**WHAT THE EXERCISE ASKS:** Below are records; copy every line in them that holds the word "Regalón".
(Beginning of EXERCISE DATA)
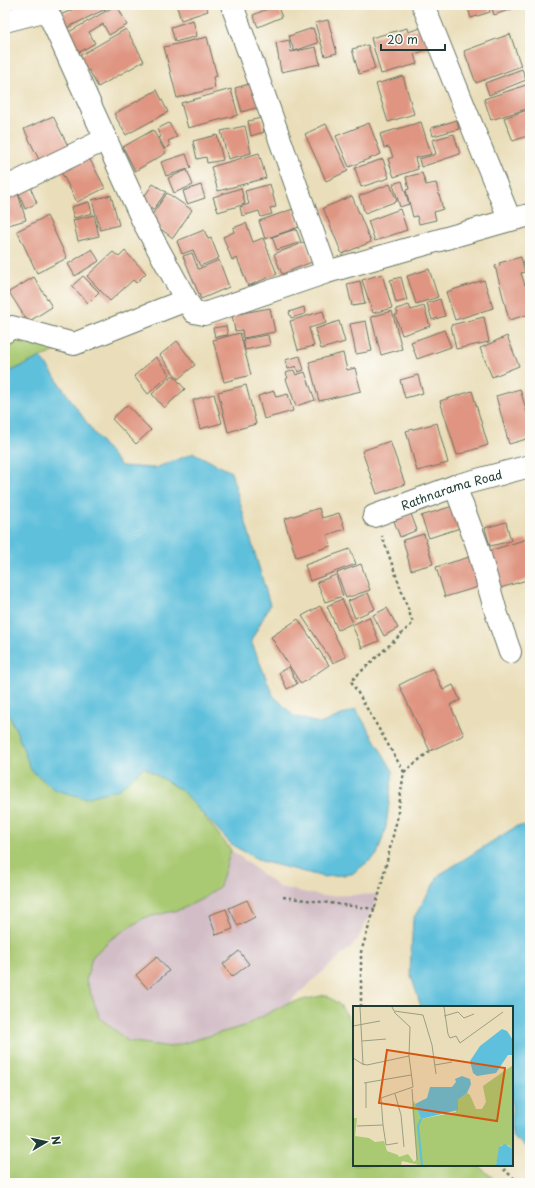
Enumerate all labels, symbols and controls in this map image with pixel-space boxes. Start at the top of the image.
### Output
scale bar [381,26,445,52]
text: 20 m [387,30,418,48]
street label: Rathnarama Road [398,465,504,514]
inset map [353,1006,513,1166]
north arrow [26,1122,66,1162]
text: N [47,1135,65,1146]

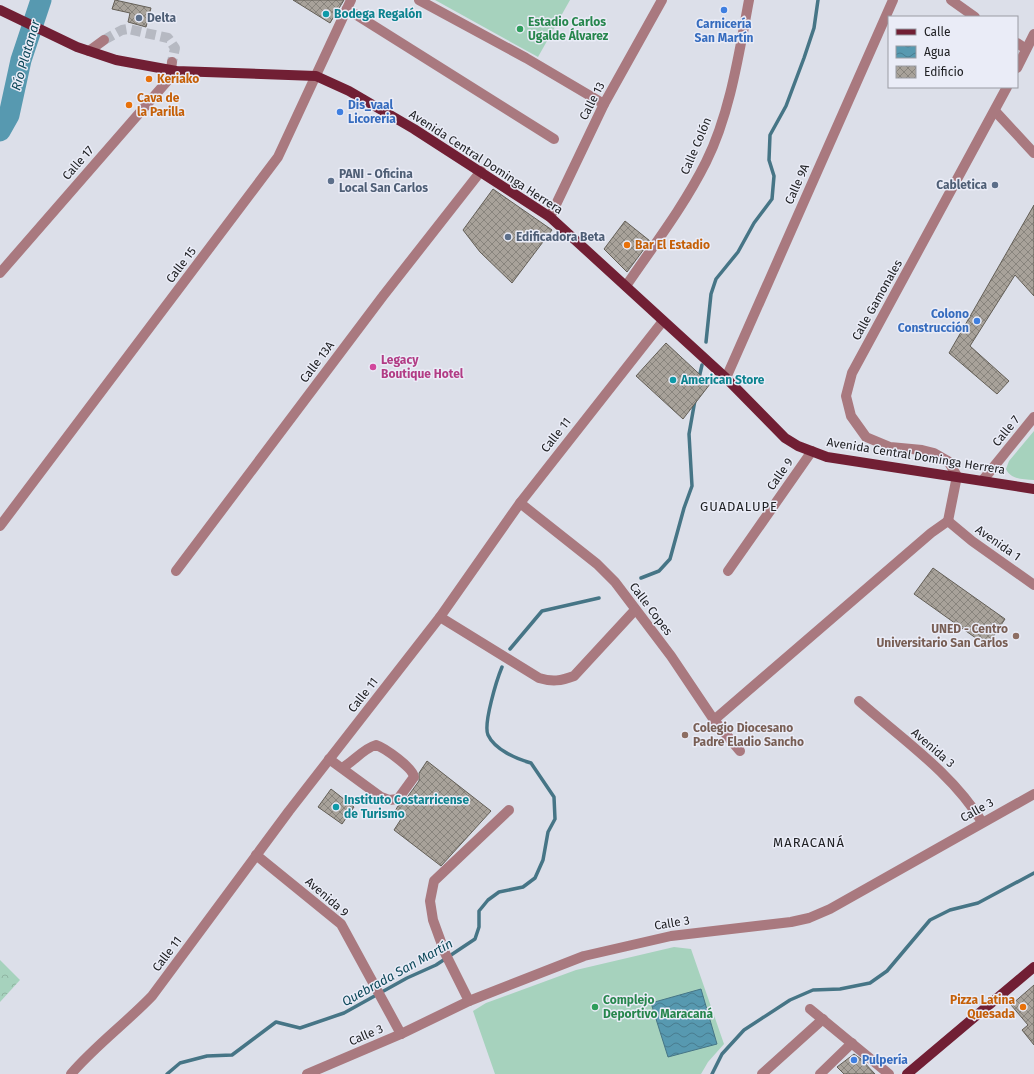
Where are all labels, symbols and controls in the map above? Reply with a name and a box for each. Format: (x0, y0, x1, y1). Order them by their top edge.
marker: Carnicería San Martín (719, 5, 729, 15)
place label: Bodega Regalón (334, 7, 422, 21)
marker: Bodega Regalón (321, 9, 331, 19)
place label: Delta (147, 11, 176, 25)
marker: Delta (134, 13, 144, 23)
place label: Estadio Carlos Ugalde Álvarez (528, 15, 609, 43)
legend (888, 16, 1018, 88)
water label: Río Platanar (8, 17, 43, 92)
place label: Carnicería San Martín (695, 17, 754, 45)
marker: Estadio Carlos Ugalde Álvarez (515, 24, 525, 34)
text: Calle (924, 25, 951, 39)
text: Agua (924, 45, 951, 59)
text: Edificio (924, 65, 964, 79)
place label: Keriako (157, 72, 199, 86)
marker: Keriako (144, 74, 154, 84)
street label: Calle 13 (576, 80, 608, 122)
place label: Cava de la Parilla (137, 91, 185, 119)
place label: Dis_vaal Licoreria (348, 98, 396, 126)
marker: Cava de la Parilla (124, 100, 134, 110)
marker: Dis_vaal Licoreria (335, 107, 345, 117)
street label: Avenida Central Dominga Herrera (407, 107, 565, 217)
street label: Calle Colón (678, 115, 714, 177)
street label: Calle 17 (60, 143, 96, 183)
street label: Calle 9A (782, 162, 812, 206)
place label: PANI - Oficina Local San Carlos (339, 167, 428, 195)
marker: PANI - Oficina Local San Carlos (326, 176, 336, 186)
place label: Cabletica (936, 178, 987, 192)
marker: Cabletica (990, 180, 1000, 190)
place label: Edificadora Beta (516, 230, 606, 244)
marker: Edificadora Beta (503, 232, 513, 242)
place label: Bar El Estadio (635, 238, 710, 252)
marker: Bar El Estadio (622, 240, 632, 250)
street label: Calle 15 (163, 244, 199, 286)
street label: Calle Gamonales (849, 257, 905, 343)
place label: Colono Construcción (898, 307, 969, 335)
marker: Colono Construcción (972, 316, 982, 326)
street label: Calle 13A (297, 339, 337, 385)
place label: Legacy Boutique Hotel (381, 353, 464, 381)
marker: Legacy Boutique Hotel (368, 362, 378, 372)
place label: American Store (680, 373, 765, 387)
marker: American Store (668, 375, 678, 385)
street label: Calle 7 (990, 413, 1022, 449)
street label: Calle 11 (538, 415, 574, 455)
street label: Avenida Central Dominga Herrera (826, 435, 1006, 477)
street label: Calle 9 (764, 455, 796, 493)
district label: GUADALUPE (700, 499, 778, 514)
street label: Avenida 1 (973, 522, 1023, 564)
street label: Calle Copes (627, 580, 676, 638)
place label: UNED - Centro Universitario San Carlos (877, 622, 1008, 650)
marker: UNED - Centro Universitario San Carlos (1011, 631, 1021, 641)
street label: Calle 11 (345, 675, 381, 715)
place label: Colegio Diocesano Padre Eladio Sancho (693, 721, 804, 749)
street label: Avenida 3 (909, 725, 957, 771)
marker: Colegio Diocesano Padre Eladio Sancho (680, 730, 690, 740)
place label: Instituto Costarricense de Turismo (344, 793, 469, 821)
street label: Calle 3 (958, 795, 996, 825)
marker: Instituto Costarricense de Turismo (331, 802, 341, 812)
district label: MARACANÁ (773, 835, 845, 850)
street label: Avenida 9 (302, 874, 352, 920)
street label: Calle 3 (653, 913, 691, 933)
street label: Calle 11 (149, 934, 185, 974)
water label: Quebrada San Martín (339, 936, 455, 1009)
place label: Complejo Deportivo Maracaná (603, 993, 713, 1021)
place label: Pizza Latina Quesada (950, 993, 1015, 1021)
marker: Complejo Deportivo Maracaná (590, 1002, 600, 1012)
marker: Pizza Latina Quesada (1018, 1002, 1028, 1012)
street label: Calle 3 (347, 1022, 385, 1048)
place label: Pulpería (862, 1053, 908, 1067)
marker: Pulpería (849, 1055, 859, 1065)

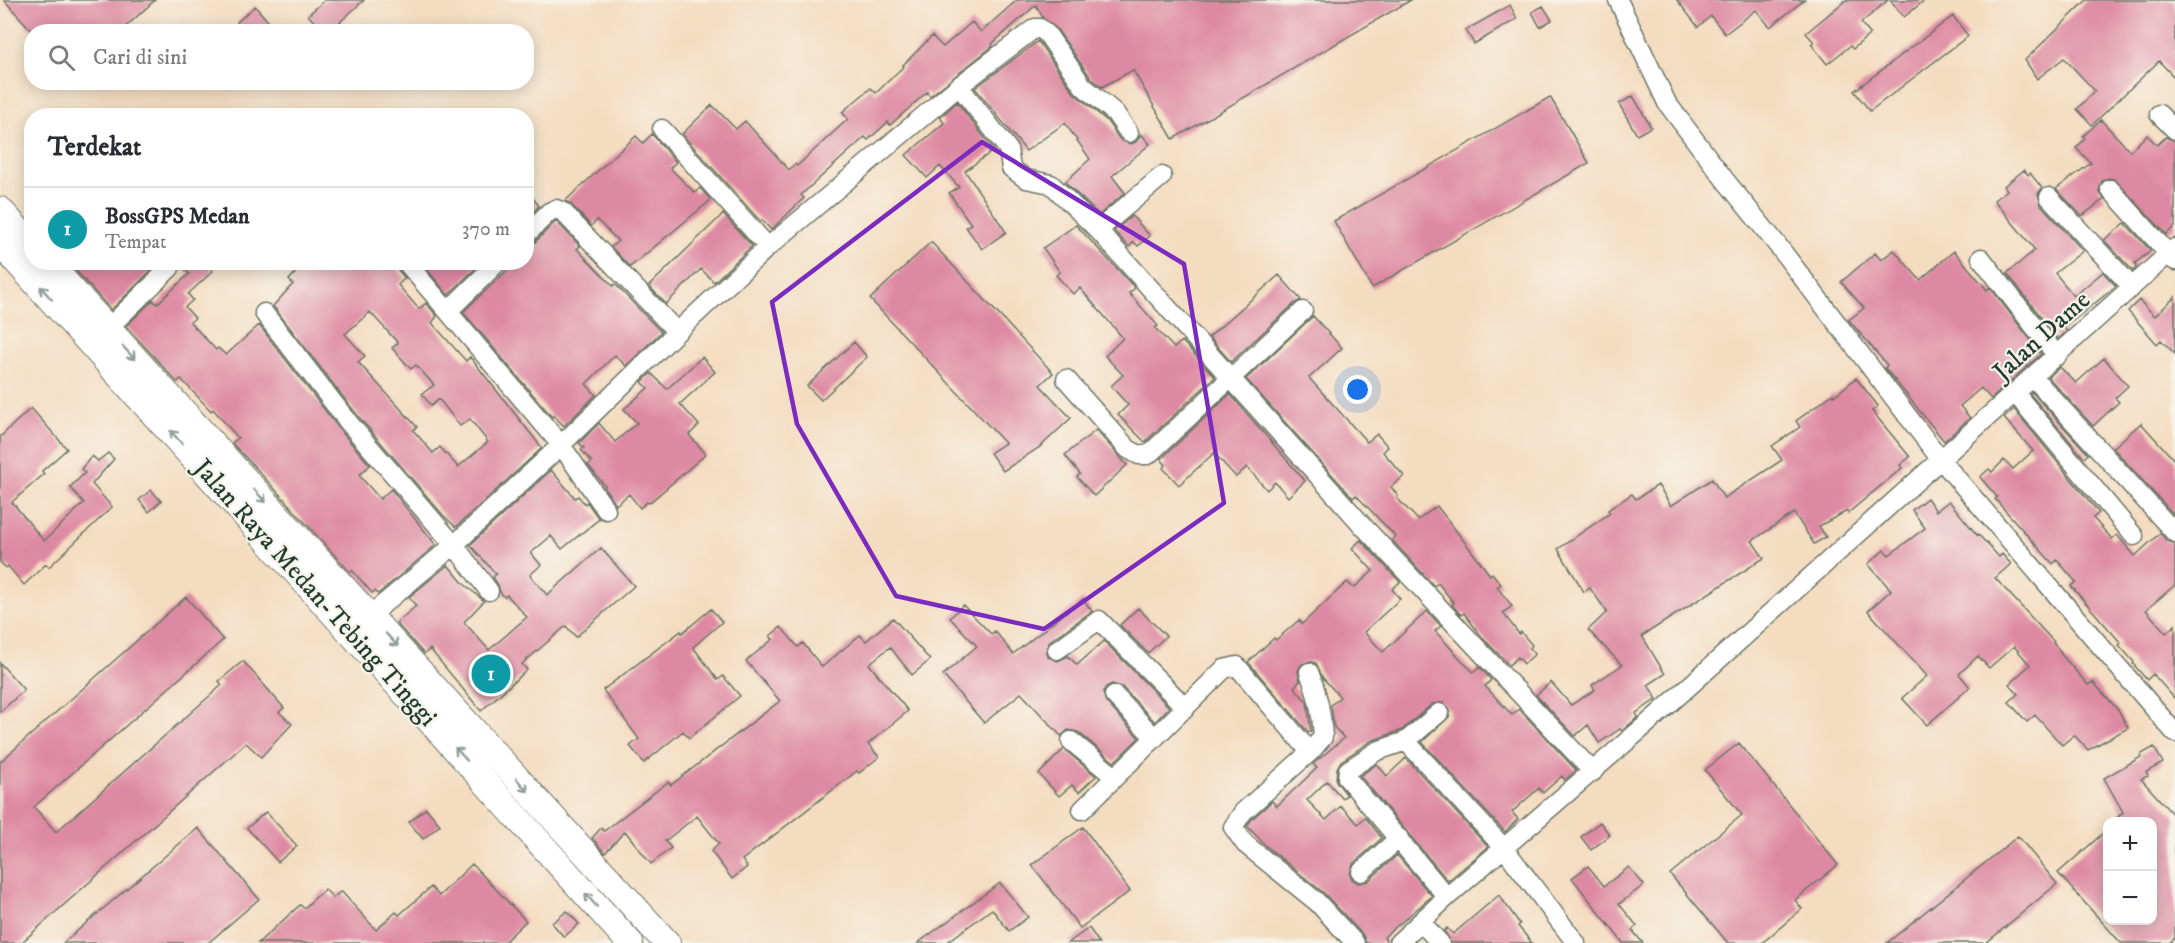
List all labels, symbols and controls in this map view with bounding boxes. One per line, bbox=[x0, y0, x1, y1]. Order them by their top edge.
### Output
search box bbox=[24, 24, 534, 90]
icon: search bbox=[45, 41, 78, 74]
text: Cari di sini bbox=[93, 44, 187, 71]
text: Terdekat bbox=[48, 131, 141, 164]
text: BossGPS Medan bbox=[105, 203, 249, 230]
text: 1 bbox=[64, 217, 71, 242]
text: 370 m bbox=[462, 217, 510, 242]
text: Tempat bbox=[105, 230, 166, 255]
street label: Jalan Dame bbox=[1985, 284, 2097, 390]
one-way arrow bbox=[39, 286, 53, 301]
one-way arrow bbox=[122, 345, 136, 360]
your location bbox=[1343, 375, 1372, 404]
one-way arrow bbox=[169, 430, 183, 445]
street label: Jalan Raya Medan-Tebing Tinggi bbox=[185, 451, 444, 734]
one-way arrow bbox=[253, 488, 267, 503]
one-way arrow bbox=[385, 633, 399, 648]
pin: 1 bbox=[472, 652, 510, 696]
one-way arrow bbox=[454, 747, 468, 762]
one-way arrow bbox=[515, 778, 529, 793]
map controls bbox=[2103, 817, 2157, 925]
button: + bbox=[2103, 817, 2157, 871]
button: − bbox=[2103, 871, 2157, 925]
one-way arrow bbox=[584, 892, 598, 907]

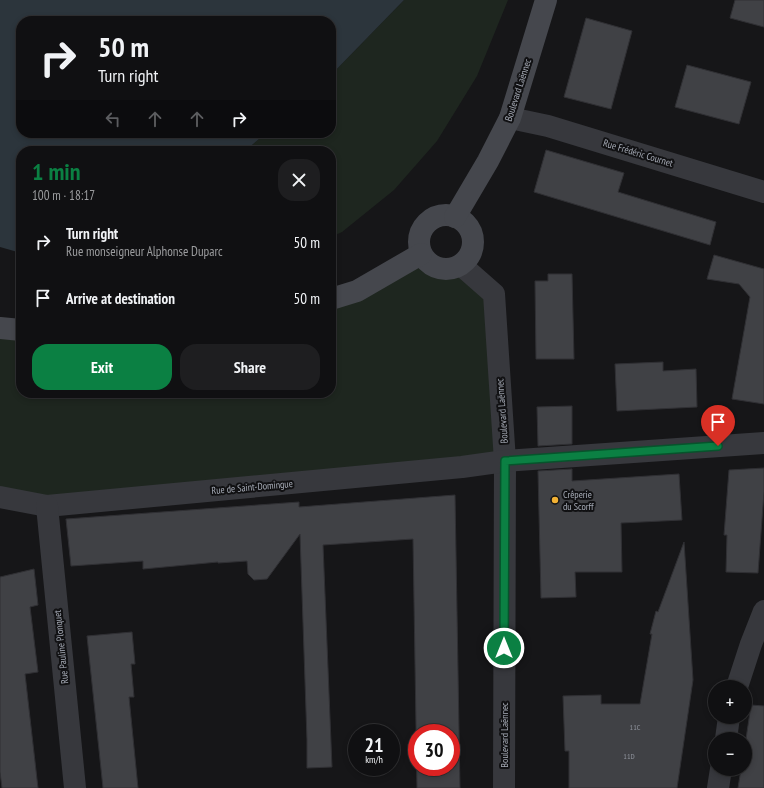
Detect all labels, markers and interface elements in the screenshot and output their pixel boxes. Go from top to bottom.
text: 50 m [98,28,149,65]
icon: right [32,32,84,84]
street label: Boulevard Laënnec [502,57,534,123]
text: Turn right [98,64,158,87]
icon: left [102,108,124,130]
icon: ahead [144,108,166,130]
icon: ahead [186,108,208,130]
icon: right [228,108,250,130]
street label: Rue Frédéric Cournet [602,136,675,170]
text: 1 min [32,156,80,187]
button: close [278,159,320,201]
text: 100 m · 18:17 [32,187,95,204]
text: Turn right [66,224,118,243]
icon: right [32,231,54,253]
text: 50 m [294,233,320,252]
text: Rue monseigneur Alphonse Duparc [66,243,223,260]
icon: arrive [32,287,54,309]
text: Arrive at destination [66,289,175,308]
text: 50 m [294,289,320,308]
button: Exit [32,344,172,390]
button: Share [180,344,320,390]
street label: Boulevard Laënnec [493,378,511,444]
pin [701,405,735,446]
icon: arrive [707,411,729,433]
street label: Rue de Saint-Domingue [211,477,293,497]
place label: Crêperie du Scorff [563,488,594,513]
marker: Crêperie du Scorff [550,495,560,505]
street label: Rue Pauline Plonquet [51,609,71,685]
position arrow [483,627,525,669]
map controls [708,680,752,776]
button: + [708,680,752,724]
street label: Boulevard Laënnec [498,702,511,768]
house number: 11C [630,722,641,732]
speed limit sign: 30 [408,724,460,776]
text: 21 [364,732,384,758]
button: − [708,732,752,776]
house number: 11D [623,751,635,761]
text: km/h [365,753,383,766]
(End of EXERCISE DATA)
**REPLY TO THE TASK:**
place label: Bodega Regalón (334, 7, 422, 21)
marker: Bodega Regalón (321, 9, 331, 19)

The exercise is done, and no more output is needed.